[Start of section]

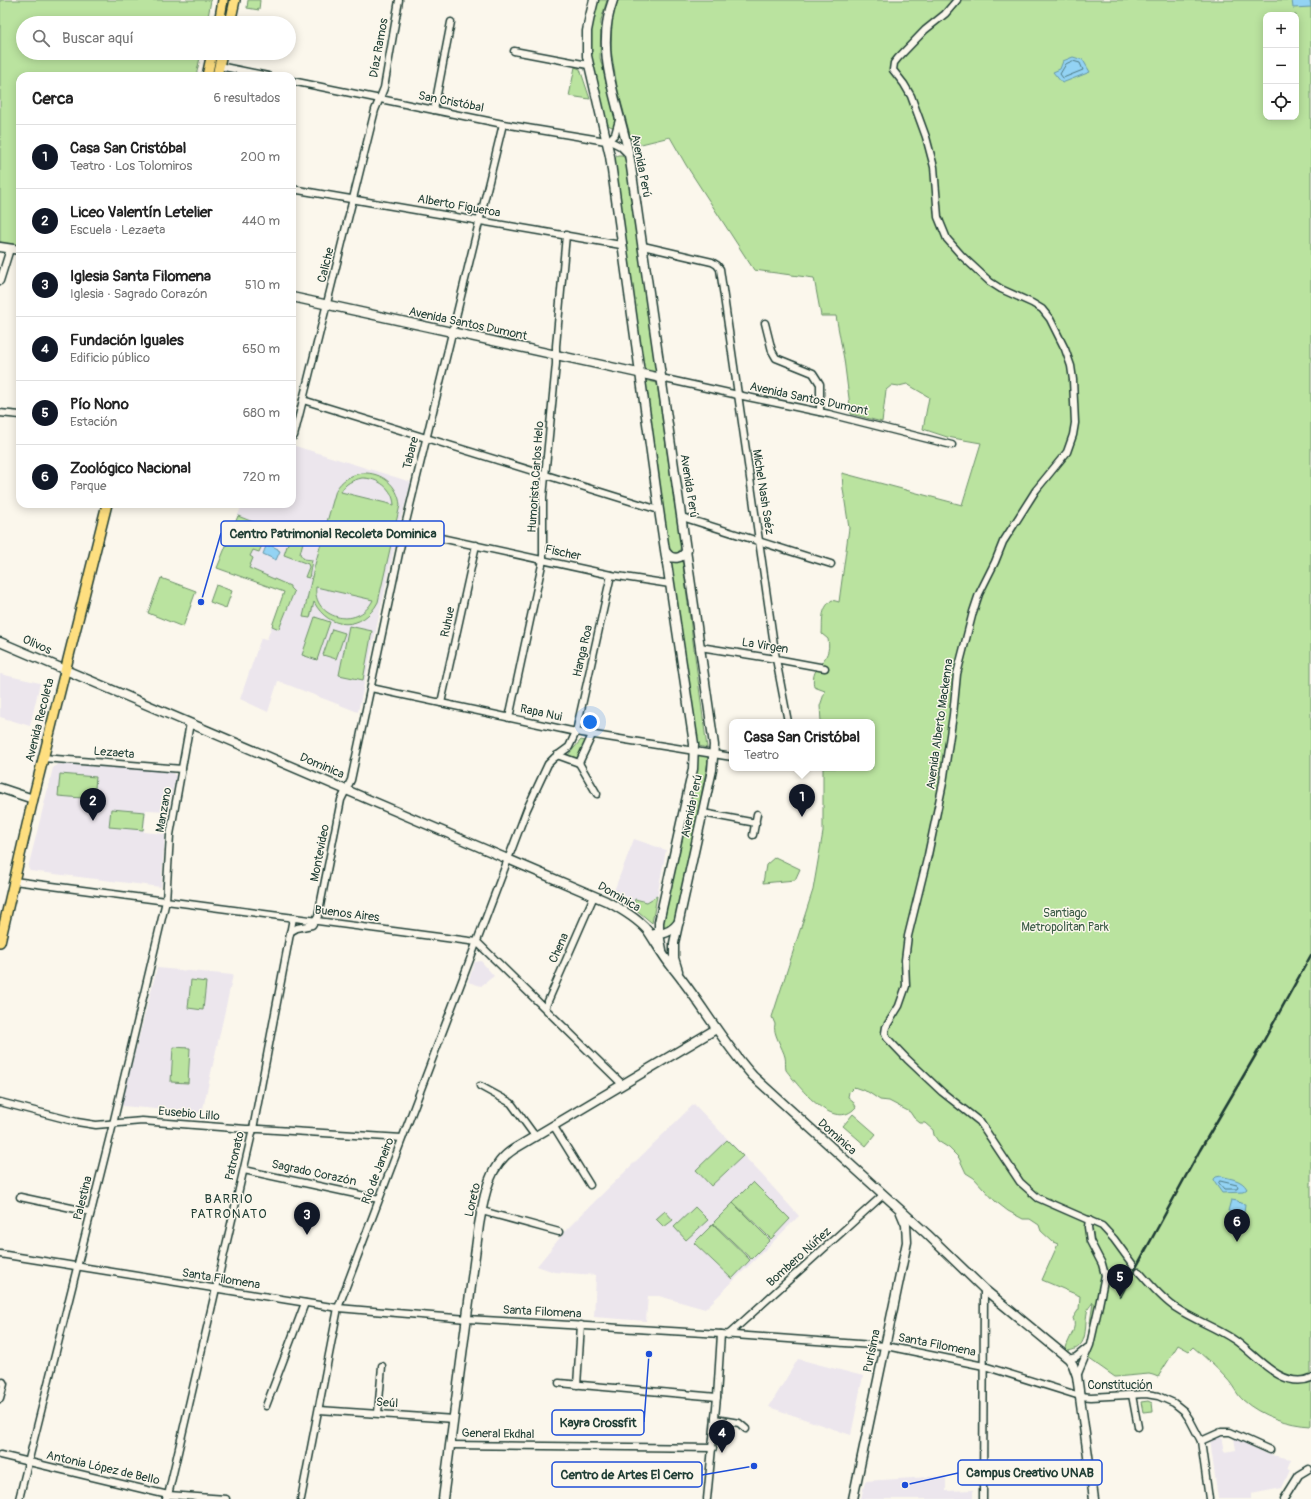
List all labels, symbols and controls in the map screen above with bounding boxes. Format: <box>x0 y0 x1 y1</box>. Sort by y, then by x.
map controls <box>1263 12 1299 120</box>
button: + <box>1263 12 1299 48</box>
search box <box>16 16 296 60</box>
street label: Díaz Ramos <box>366 16 392 79</box>
icon: search <box>30 27 52 49</box>
text: Buscar aquí <box>62 29 134 48</box>
button: − <box>1263 48 1299 84</box>
button: locate <box>1263 84 1299 120</box>
text: Cerca <box>32 88 73 109</box>
street label: San Cristóbal <box>417 88 485 116</box>
text: 6 resultados <box>213 90 280 106</box>
street label: Avenida Perú <box>628 133 654 199</box>
text: Casa San Cristóbal <box>70 139 186 158</box>
text: 1 <box>42 149 48 165</box>
text: 200 m <box>241 149 280 165</box>
text: Teatro · Los Tolomiros <box>70 158 192 174</box>
street label: Alberto Figueroa <box>416 191 502 221</box>
text: Liceo Valentín Letelier <box>70 203 213 222</box>
text: 2 <box>41 213 49 229</box>
text: 440 m <box>242 213 280 229</box>
text: Escuela · Lezaeta <box>70 222 165 238</box>
street label: Caliche <box>314 246 338 284</box>
text: Iglesia Santa Filomena <box>70 267 211 286</box>
text: 3 <box>41 277 49 293</box>
text: 510 m <box>245 277 280 293</box>
text: Iglesia · Sagrado Corazón <box>70 286 207 302</box>
street label: Avenida Santos Dumont <box>407 304 529 344</box>
text: Fundación Iguales <box>70 331 184 350</box>
text: 4 <box>41 341 49 357</box>
text: 650 m <box>242 341 280 357</box>
text: Edificio público <box>70 350 150 366</box>
street label: Avenida Santos Dumont <box>748 379 870 419</box>
text: Pío Nono <box>70 395 129 414</box>
text: 5 <box>41 405 49 421</box>
text: 680 m <box>243 405 280 421</box>
text: Estación <box>70 414 117 430</box>
street label: Humorista Carlos Helo <box>525 420 547 533</box>
street label: Tabare <box>400 435 422 471</box>
street label: Michel Nash Saéz <box>749 448 777 536</box>
street label: Avenida Perú <box>677 453 701 519</box>
text: Zoológico Nacional <box>70 459 191 478</box>
text: 6 <box>41 469 49 485</box>
text: 720 m <box>243 469 280 485</box>
text: Parque <box>70 478 106 494</box>
callout: Centro Patrimonial Recoleta Dominica <box>221 521 444 546</box>
text: Centro Patrimonial Recoleta Dominica <box>230 526 436 542</box>
street label: Fischer <box>544 542 583 564</box>
street label: Ruhue <box>437 605 459 639</box>
street label: Hanga Roa <box>570 623 596 678</box>
street label: Olivos <box>20 632 54 658</box>
street label: La Virgen <box>741 635 790 657</box>
street label: Avenida Alberto Mackenna <box>923 657 957 790</box>
street label: Avenida Recoleta <box>22 676 58 763</box>
street label: Rapa Nui <box>519 701 563 725</box>
your location <box>580 712 600 732</box>
popup <box>729 719 875 771</box>
text: Casa San Cristóbal <box>744 728 860 747</box>
street label: Lezaeta <box>93 744 135 762</box>
text: Teatro <box>744 747 779 763</box>
street label: Dominica <box>297 750 347 782</box>
street label: Avenida Perú <box>678 773 706 839</box>
pin: 1 <box>789 784 815 817</box>
street label: Manzano <box>153 786 175 834</box>
pin: 2 <box>80 788 106 821</box>
street label: Montevideo <box>307 822 333 883</box>
street label: Dominica <box>595 879 643 915</box>
street label: Buenos Aires <box>314 903 381 925</box>
park label: Santiago Metropolitan Park <box>1021 906 1109 935</box>
street label: Chena <box>546 930 572 965</box>
street label: Eusebio Lillo <box>158 1104 221 1124</box>
street label: Dominica <box>815 1116 860 1159</box>
street label: Patronato <box>222 1129 248 1182</box>
street label: Río de Janeiro <box>358 1135 398 1206</box>
street label: Sagrado Corazón <box>270 1157 358 1189</box>
street label: Palestina <box>70 1174 96 1222</box>
street label: Loreto <box>462 1181 484 1218</box>
district label: BARRIO PATRONATO <box>191 1191 267 1222</box>
pin: 3 <box>294 1202 320 1235</box>
pin: 6 <box>1224 1209 1250 1242</box>
street label: Bombero Núñez <box>764 1224 834 1290</box>
pin: 5 <box>1107 1264 1133 1297</box>
street label: Santa Filomena <box>181 1265 262 1293</box>
street label: Santa Filomena <box>502 1302 582 1322</box>
street label: Purísima <box>860 1328 884 1374</box>
street label: Santa Filomena <box>897 1330 978 1360</box>
street label: Constitución <box>1087 1378 1153 1393</box>
street label: Seúl <box>376 1395 399 1411</box>
callout: Kayra Crossfit <box>552 1410 644 1435</box>
text: Kayra Crossfit <box>560 1415 637 1431</box>
pin: 4 <box>709 1420 735 1453</box>
street label: General Ekdhal <box>461 1426 535 1442</box>
street label: Antonia López de Bello <box>45 1448 162 1488</box>
callout: Campus Creativo UNAB <box>958 1460 1102 1485</box>
callout: Centro de Artes El Cerro <box>552 1462 702 1487</box>
text: Campus Creativo UNAB <box>966 1465 1095 1481</box>
text: Centro de Artes El Cerro <box>560 1467 694 1483</box>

[End of section]

# Assignment:
Set out the material once more, exact in every line, with no images.

# Solution to the problem:
List all labels, symbols and controls in the map screen above with bounding boxes. Format: <box>x0 y0 x1 y1</box>. Sort by y, then by x.
map controls <box>1263 12 1299 120</box>
button: + <box>1263 12 1299 48</box>
search box <box>16 16 296 60</box>
street label: Díaz Ramos <box>366 16 392 79</box>
icon: search <box>30 27 52 49</box>
text: Buscar aquí <box>62 29 134 48</box>
button: − <box>1263 48 1299 84</box>
button: locate <box>1263 84 1299 120</box>
text: Cerca <box>32 88 73 109</box>
street label: San Cristóbal <box>417 88 485 116</box>
text: 6 resultados <box>213 90 280 106</box>
street label: Avenida Perú <box>628 133 654 199</box>
text: Casa San Cristóbal <box>70 139 186 158</box>
text: 1 <box>42 149 48 165</box>
text: 200 m <box>241 149 280 165</box>
text: Teatro · Los Tolomiros <box>70 158 192 174</box>
street label: Alberto Figueroa <box>416 191 502 221</box>
text: Liceo Valentín Letelier <box>70 203 213 222</box>
text: 2 <box>41 213 49 229</box>
text: 440 m <box>242 213 280 229</box>
text: Escuela · Lezaeta <box>70 222 165 238</box>
street label: Caliche <box>314 246 338 284</box>
text: Iglesia Santa Filomena <box>70 267 211 286</box>
text: 3 <box>41 277 49 293</box>
text: 510 m <box>245 277 280 293</box>
text: Iglesia · Sagrado Corazón <box>70 286 207 302</box>
street label: Avenida Santos Dumont <box>407 304 529 344</box>
text: Fundación Iguales <box>70 331 184 350</box>
text: 4 <box>41 341 49 357</box>
text: 650 m <box>242 341 280 357</box>
text: Edificio público <box>70 350 150 366</box>
street label: Avenida Santos Dumont <box>748 379 870 419</box>
text: Pío Nono <box>70 395 129 414</box>
text: 5 <box>41 405 49 421</box>
text: 680 m <box>243 405 280 421</box>
text: Estación <box>70 414 117 430</box>
street label: Humorista Carlos Helo <box>525 420 547 533</box>
street label: Tabare <box>400 435 422 471</box>
street label: Michel Nash Saéz <box>749 448 777 536</box>
street label: Avenida Perú <box>677 453 701 519</box>
text: Zoológico Nacional <box>70 459 191 478</box>
text: 6 <box>41 469 49 485</box>
text: 720 m <box>243 469 280 485</box>
text: Parque <box>70 478 106 494</box>
callout: Centro Patrimonial Recoleta Dominica <box>221 521 444 546</box>
text: Centro Patrimonial Recoleta Dominica <box>230 526 436 542</box>
street label: Fischer <box>544 542 583 564</box>
street label: Ruhue <box>437 605 459 639</box>
street label: Hanga Roa <box>570 623 596 678</box>
street label: Olivos <box>20 632 54 658</box>
street label: La Virgen <box>741 635 790 657</box>
street label: Avenida Alberto Mackenna <box>923 657 957 790</box>
street label: Avenida Recoleta <box>22 676 58 763</box>
street label: Rapa Nui <box>519 701 563 725</box>
your location <box>580 712 600 732</box>
popup <box>729 719 875 771</box>
text: Casa San Cristóbal <box>744 728 860 747</box>
street label: Lezaeta <box>93 744 135 762</box>
text: Teatro <box>744 747 779 763</box>
street label: Dominica <box>297 750 347 782</box>
street label: Avenida Perú <box>678 773 706 839</box>
pin: 1 <box>789 784 815 817</box>
street label: Manzano <box>153 786 175 834</box>
pin: 2 <box>80 788 106 821</box>
street label: Montevideo <box>307 822 333 883</box>
street label: Dominica <box>595 879 643 915</box>
street label: Buenos Aires <box>314 903 381 925</box>
park label: Santiago Metropolitan Park <box>1021 906 1109 935</box>
street label: Chena <box>546 930 572 965</box>
street label: Eusebio Lillo <box>158 1104 221 1124</box>
street label: Dominica <box>815 1116 860 1159</box>
street label: Patronato <box>222 1129 248 1182</box>
street label: Río de Janeiro <box>358 1135 398 1206</box>
street label: Sagrado Corazón <box>270 1157 358 1189</box>
street label: Palestina <box>70 1174 96 1222</box>
street label: Loreto <box>462 1181 484 1218</box>
district label: BARRIO PATRONATO <box>191 1191 267 1222</box>
pin: 3 <box>294 1202 320 1235</box>
pin: 6 <box>1224 1209 1250 1242</box>
street label: Bombero Núñez <box>764 1224 834 1290</box>
pin: 5 <box>1107 1264 1133 1297</box>
street label: Santa Filomena <box>181 1265 262 1293</box>
street label: Santa Filomena <box>502 1302 582 1322</box>
street label: Purísima <box>860 1328 884 1374</box>
street label: Santa Filomena <box>897 1330 978 1360</box>
street label: Constitución <box>1087 1378 1153 1393</box>
street label: Seúl <box>376 1395 399 1411</box>
callout: Kayra Crossfit <box>552 1410 644 1435</box>
text: Kayra Crossfit <box>560 1415 637 1431</box>
pin: 4 <box>709 1420 735 1453</box>
street label: General Ekdhal <box>461 1426 535 1442</box>
street label: Antonia López de Bello <box>45 1448 162 1488</box>
callout: Campus Creativo UNAB <box>958 1460 1102 1485</box>
callout: Centro de Artes El Cerro <box>552 1462 702 1487</box>
text: Campus Creativo UNAB <box>966 1465 1095 1481</box>
text: Centro de Artes El Cerro <box>560 1467 694 1483</box>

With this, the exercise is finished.